The budget referendum was the town’s third attempt at passing a budget, after two votes failed over the summer.
The larger, $48.1 million budget for Colchester Public Schools was approved in June, along with a less than 1 percent increase in property taxes used to fund schools.
Because of the schools vote, officials increased the tax rate by 0.21 mills, bringing the current rate to 33.05 . A homeowner with property assessed at $500,000 would owe $16,525 during the fiscal year beginning in July — a $250 increase over the current year.
In an August meeting of the Board of Finance, Chairman Robert Tarlov said it would take roughly $350,000 in cuts from the government side of the budget to offset baked-in tax increases in the education budget.
Unwilling to cut spending by that amount, board members instead chose to move forward with more modest cuts that removed the need for additional taxes.
The result was a $15,704,962 budget that included both targeted cuts as well as across-the-board reductions.
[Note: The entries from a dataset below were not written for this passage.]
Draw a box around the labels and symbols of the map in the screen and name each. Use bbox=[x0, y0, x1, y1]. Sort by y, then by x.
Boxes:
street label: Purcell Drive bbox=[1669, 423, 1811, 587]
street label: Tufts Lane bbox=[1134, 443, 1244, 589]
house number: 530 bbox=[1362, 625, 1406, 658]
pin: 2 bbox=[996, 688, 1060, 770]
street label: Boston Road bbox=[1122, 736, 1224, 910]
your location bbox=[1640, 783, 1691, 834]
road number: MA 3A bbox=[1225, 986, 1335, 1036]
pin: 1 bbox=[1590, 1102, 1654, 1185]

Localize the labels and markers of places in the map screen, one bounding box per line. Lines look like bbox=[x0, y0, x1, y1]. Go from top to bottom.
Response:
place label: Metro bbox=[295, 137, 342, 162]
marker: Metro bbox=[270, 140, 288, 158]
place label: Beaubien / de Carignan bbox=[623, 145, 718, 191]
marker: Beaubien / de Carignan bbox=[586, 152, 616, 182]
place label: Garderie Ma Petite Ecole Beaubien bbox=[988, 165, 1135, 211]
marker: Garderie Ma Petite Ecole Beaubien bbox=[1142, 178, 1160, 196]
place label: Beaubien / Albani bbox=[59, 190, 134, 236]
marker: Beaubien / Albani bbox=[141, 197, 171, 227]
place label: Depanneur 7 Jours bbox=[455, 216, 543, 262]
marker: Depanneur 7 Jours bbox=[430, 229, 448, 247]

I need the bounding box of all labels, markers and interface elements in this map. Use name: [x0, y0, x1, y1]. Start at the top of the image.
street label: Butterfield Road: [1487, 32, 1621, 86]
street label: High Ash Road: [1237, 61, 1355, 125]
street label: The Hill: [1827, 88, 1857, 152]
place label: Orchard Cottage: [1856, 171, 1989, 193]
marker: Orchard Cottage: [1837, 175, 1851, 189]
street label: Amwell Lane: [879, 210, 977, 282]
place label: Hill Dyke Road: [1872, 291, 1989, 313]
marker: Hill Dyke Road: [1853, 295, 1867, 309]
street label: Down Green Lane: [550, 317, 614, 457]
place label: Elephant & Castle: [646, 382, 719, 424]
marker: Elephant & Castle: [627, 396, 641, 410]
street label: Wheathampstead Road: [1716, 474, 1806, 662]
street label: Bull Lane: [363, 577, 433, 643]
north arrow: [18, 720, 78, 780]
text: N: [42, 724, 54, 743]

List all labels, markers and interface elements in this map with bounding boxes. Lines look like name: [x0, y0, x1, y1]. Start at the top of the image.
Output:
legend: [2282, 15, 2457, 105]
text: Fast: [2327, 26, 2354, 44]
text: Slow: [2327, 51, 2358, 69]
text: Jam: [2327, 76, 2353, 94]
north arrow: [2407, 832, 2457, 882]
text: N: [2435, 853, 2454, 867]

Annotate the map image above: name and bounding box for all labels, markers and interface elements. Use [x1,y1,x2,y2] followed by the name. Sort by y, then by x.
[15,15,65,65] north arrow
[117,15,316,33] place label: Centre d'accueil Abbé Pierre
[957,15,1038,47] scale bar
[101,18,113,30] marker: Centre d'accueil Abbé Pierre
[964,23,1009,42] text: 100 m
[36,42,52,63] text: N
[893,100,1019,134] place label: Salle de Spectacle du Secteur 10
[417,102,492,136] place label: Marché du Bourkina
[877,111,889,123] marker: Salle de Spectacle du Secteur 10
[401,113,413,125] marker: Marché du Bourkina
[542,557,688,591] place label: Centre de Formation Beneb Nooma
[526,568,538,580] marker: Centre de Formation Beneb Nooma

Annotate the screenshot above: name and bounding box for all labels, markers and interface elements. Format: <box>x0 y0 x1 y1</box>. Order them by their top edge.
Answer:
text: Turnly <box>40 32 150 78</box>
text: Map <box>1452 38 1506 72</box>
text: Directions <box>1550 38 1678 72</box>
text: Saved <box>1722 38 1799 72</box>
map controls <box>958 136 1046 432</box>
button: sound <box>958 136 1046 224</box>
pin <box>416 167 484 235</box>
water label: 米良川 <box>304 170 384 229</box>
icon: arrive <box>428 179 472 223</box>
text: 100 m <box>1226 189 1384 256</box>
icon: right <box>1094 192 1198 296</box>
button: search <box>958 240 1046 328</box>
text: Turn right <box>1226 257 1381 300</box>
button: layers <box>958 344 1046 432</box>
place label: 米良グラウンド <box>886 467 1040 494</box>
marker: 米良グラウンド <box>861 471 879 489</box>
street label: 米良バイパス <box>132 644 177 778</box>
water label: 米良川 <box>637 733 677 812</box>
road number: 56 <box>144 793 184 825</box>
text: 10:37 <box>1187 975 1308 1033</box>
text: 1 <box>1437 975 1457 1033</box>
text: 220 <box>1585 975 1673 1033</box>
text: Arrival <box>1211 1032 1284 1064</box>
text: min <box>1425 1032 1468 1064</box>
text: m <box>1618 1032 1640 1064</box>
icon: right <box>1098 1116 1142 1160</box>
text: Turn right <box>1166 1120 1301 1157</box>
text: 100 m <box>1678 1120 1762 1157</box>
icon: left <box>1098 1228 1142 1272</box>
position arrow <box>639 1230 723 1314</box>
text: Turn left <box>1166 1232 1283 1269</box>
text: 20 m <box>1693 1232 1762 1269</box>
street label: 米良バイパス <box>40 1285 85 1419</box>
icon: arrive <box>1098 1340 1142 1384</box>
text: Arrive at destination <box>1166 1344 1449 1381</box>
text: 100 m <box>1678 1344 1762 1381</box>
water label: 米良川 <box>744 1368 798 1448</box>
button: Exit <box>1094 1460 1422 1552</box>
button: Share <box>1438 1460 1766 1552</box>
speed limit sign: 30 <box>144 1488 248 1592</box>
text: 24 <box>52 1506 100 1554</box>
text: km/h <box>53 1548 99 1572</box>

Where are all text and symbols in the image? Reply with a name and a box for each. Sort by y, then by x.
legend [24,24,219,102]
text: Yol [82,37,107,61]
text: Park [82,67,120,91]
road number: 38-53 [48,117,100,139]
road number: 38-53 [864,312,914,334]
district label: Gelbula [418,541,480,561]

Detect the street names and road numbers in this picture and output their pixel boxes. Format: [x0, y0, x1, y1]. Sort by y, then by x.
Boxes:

Roughly three-quarters of the cuts came from a list proposed by First Selectwoman Mary Bylone on Aug. 10, according to documents presented at the meeting. Some of the items accepted by the Board of Finance included the removal of a planned salary increase for the first selectman, which Bylone said she would not accept; as well as the removal of funding to hire a new police officer and a part-time groundskeeper.
The board also opted to trim 0.20 percent from most town departments, rather than Bylone’s suggested $15,000 reduction in road maintenance. She had agreed to support the plan at the meeting, despite expressing reservations.
“As much as I don’t like to see across-the-board cuts like that, I do think it minimizes the impact,” Bylone has said prior.
The Board of Finance did not finalize amounts to be reduced from individual town departments as a result of general cuts, and Tarlov said Bylone could suggest adjustments as long as the total remained the same.